Problem details
In the records below, find every line that contains "translate" and list it.

Stored data entries
------------------------
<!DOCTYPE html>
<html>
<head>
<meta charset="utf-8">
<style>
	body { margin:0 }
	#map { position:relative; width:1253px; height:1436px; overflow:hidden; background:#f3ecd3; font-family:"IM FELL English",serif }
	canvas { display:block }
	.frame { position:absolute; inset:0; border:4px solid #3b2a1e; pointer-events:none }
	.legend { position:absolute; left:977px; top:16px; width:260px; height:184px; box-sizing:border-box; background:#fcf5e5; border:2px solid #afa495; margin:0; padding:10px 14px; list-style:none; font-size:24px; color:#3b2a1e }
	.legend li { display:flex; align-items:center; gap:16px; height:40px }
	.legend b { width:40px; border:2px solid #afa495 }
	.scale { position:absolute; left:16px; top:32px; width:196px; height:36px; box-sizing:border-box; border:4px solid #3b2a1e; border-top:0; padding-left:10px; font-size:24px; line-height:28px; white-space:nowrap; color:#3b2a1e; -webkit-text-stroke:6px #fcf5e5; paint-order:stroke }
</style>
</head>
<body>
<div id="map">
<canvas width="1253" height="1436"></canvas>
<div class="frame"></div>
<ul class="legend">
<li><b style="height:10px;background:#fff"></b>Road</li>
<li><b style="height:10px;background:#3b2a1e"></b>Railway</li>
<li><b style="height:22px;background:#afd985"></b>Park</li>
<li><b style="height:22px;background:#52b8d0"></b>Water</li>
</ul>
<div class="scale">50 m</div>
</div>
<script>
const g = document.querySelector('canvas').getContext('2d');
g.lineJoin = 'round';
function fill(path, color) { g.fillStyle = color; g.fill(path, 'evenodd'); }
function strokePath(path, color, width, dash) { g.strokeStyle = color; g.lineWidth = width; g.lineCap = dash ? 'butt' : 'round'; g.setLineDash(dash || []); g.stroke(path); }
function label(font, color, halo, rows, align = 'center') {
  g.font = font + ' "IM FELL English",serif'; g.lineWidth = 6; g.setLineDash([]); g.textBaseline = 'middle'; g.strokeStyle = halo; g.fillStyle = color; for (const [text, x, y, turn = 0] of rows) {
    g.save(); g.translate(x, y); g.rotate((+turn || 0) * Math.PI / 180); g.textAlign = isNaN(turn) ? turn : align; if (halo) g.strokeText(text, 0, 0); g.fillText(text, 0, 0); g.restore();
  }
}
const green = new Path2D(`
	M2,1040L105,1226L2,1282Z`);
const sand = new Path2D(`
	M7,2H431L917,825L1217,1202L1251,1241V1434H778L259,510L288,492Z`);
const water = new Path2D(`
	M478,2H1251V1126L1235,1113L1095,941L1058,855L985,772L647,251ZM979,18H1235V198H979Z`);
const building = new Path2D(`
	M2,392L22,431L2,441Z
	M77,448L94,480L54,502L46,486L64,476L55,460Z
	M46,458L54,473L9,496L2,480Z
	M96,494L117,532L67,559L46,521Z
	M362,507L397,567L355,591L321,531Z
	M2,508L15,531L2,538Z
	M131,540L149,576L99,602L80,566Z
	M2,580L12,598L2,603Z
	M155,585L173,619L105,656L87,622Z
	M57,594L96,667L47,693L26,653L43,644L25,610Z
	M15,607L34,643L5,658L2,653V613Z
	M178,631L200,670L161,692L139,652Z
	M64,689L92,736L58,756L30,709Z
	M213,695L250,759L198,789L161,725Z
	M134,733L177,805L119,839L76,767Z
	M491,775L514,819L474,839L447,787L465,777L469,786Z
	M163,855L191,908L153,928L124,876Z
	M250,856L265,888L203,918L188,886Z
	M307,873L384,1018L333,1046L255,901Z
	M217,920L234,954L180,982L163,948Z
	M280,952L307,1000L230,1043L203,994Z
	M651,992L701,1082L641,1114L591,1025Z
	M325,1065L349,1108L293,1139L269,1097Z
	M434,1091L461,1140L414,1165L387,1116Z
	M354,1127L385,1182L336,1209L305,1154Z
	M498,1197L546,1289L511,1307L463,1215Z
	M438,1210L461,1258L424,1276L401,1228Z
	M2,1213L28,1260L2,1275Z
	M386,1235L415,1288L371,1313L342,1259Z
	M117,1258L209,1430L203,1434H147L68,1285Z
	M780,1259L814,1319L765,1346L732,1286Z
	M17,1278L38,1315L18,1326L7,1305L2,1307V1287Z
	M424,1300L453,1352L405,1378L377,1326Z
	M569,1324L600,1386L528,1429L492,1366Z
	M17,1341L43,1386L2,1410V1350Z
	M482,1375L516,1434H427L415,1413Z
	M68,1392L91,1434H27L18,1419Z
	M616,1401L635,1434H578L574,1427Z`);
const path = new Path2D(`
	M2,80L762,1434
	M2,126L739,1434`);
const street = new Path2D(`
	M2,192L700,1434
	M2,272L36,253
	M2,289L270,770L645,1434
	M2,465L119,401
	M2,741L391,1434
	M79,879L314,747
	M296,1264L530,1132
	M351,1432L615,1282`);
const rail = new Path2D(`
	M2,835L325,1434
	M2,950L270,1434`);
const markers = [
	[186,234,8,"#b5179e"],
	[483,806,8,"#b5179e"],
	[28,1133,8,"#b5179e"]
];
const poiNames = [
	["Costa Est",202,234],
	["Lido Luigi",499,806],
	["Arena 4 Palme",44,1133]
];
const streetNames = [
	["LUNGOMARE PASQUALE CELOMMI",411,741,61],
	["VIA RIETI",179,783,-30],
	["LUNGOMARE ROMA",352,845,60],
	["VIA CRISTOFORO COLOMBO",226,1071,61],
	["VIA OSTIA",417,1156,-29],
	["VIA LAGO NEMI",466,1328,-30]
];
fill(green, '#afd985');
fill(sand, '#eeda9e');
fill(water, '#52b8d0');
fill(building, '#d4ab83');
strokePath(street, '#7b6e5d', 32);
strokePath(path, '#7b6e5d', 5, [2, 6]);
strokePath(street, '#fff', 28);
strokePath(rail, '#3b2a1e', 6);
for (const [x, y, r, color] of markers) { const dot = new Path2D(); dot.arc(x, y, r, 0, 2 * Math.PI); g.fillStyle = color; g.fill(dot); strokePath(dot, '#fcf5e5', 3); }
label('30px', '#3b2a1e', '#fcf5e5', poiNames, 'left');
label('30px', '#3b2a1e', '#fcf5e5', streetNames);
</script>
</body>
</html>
------------------------
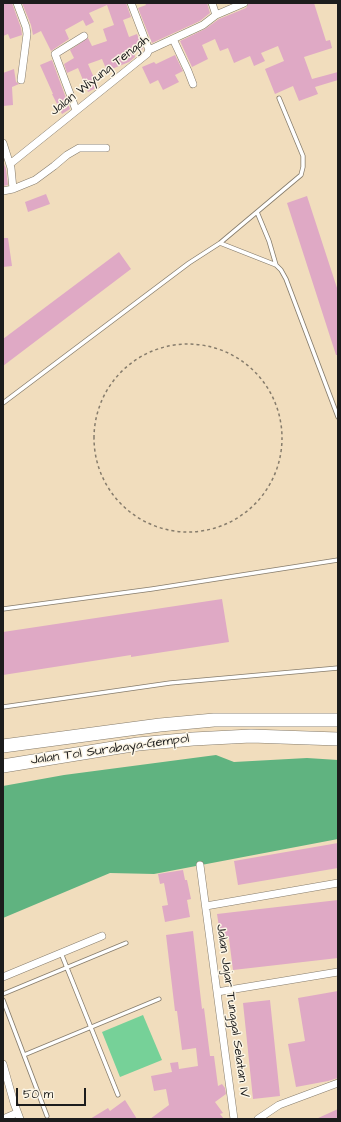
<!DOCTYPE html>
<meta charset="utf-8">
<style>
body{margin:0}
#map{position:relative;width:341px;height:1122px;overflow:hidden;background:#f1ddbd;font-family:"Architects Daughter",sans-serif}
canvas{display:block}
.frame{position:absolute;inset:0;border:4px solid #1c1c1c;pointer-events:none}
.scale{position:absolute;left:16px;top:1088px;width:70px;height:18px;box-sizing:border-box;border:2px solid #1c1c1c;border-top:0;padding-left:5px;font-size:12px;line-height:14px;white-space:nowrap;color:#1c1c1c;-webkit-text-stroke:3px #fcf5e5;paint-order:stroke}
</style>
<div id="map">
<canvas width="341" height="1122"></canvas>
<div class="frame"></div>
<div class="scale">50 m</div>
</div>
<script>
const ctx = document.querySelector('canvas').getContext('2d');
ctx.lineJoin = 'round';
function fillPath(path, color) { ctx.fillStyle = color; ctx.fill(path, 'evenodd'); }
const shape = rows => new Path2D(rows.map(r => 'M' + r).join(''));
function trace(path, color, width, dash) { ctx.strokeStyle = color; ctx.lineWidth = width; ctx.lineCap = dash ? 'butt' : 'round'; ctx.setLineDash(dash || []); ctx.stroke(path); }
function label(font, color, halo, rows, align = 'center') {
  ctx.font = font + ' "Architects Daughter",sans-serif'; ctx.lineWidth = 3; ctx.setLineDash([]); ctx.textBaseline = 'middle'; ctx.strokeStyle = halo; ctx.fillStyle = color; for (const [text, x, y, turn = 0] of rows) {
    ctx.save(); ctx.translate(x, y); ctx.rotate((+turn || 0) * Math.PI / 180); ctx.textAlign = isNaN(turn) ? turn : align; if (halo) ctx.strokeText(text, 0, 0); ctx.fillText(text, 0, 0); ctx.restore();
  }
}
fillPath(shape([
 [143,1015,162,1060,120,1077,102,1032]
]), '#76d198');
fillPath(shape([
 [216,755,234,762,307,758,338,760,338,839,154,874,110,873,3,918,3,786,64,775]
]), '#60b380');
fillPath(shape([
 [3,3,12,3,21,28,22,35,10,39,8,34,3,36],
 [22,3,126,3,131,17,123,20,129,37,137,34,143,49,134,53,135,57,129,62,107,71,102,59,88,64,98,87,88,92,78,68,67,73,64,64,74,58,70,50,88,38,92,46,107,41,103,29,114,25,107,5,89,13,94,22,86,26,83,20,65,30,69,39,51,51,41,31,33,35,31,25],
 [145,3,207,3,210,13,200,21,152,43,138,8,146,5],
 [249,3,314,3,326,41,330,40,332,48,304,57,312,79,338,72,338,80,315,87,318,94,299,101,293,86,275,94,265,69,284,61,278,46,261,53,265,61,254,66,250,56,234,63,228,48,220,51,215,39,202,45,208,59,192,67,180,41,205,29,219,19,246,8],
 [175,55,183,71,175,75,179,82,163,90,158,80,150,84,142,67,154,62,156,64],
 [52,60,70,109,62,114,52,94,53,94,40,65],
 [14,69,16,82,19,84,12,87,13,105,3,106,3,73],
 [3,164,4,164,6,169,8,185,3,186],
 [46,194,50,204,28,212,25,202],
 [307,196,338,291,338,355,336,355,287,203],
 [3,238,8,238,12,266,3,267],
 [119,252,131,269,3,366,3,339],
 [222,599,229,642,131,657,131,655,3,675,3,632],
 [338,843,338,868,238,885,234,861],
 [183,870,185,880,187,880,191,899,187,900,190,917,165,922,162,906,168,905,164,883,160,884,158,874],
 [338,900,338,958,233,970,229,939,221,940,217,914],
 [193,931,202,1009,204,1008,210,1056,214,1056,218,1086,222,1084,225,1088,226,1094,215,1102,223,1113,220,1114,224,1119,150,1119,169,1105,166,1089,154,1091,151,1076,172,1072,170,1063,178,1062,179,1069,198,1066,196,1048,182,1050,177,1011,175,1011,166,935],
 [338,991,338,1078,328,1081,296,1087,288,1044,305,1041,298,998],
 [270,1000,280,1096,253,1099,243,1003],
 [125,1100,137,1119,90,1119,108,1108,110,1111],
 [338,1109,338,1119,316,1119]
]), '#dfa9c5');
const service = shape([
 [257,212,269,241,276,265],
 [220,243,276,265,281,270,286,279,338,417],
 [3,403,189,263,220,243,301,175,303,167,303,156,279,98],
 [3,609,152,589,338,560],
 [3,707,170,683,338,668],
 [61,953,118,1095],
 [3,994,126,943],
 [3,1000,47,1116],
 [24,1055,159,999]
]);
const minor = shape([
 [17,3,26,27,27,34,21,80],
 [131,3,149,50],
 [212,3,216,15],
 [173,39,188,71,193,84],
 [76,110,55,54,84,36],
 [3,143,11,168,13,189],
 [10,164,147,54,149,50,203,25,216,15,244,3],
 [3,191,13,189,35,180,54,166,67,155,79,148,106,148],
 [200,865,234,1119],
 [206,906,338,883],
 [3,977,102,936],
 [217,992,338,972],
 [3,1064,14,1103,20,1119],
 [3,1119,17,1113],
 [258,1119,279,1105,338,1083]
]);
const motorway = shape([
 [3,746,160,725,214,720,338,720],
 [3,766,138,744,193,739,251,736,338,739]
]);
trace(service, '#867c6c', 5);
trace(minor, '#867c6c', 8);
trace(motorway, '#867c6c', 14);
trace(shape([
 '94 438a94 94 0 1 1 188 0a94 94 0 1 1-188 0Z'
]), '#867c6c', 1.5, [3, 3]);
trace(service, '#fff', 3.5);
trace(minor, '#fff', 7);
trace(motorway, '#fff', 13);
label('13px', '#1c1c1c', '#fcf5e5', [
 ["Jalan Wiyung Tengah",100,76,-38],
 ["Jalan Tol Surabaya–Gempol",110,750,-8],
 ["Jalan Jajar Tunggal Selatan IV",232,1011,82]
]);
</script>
------------------------
Result of the task
    g.save(); g.translate(x, y); g.rotate((+turn || 0) * Math.PI / 180); g.textAlign = isNaN(turn) ? turn : align; if (halo) g.strokeText(text, 0, 0); g.fillText(text, 0, 0); g.restore();
    ctx.save(); ctx.translate(x, y); ctx.rotate((+turn || 0) * Math.PI / 180); ctx.textAlign = isNaN(turn) ? turn : align; if (halo) ctx.strokeText(text, 0, 0); ctx.fillText(text, 0, 0); ctx.restore();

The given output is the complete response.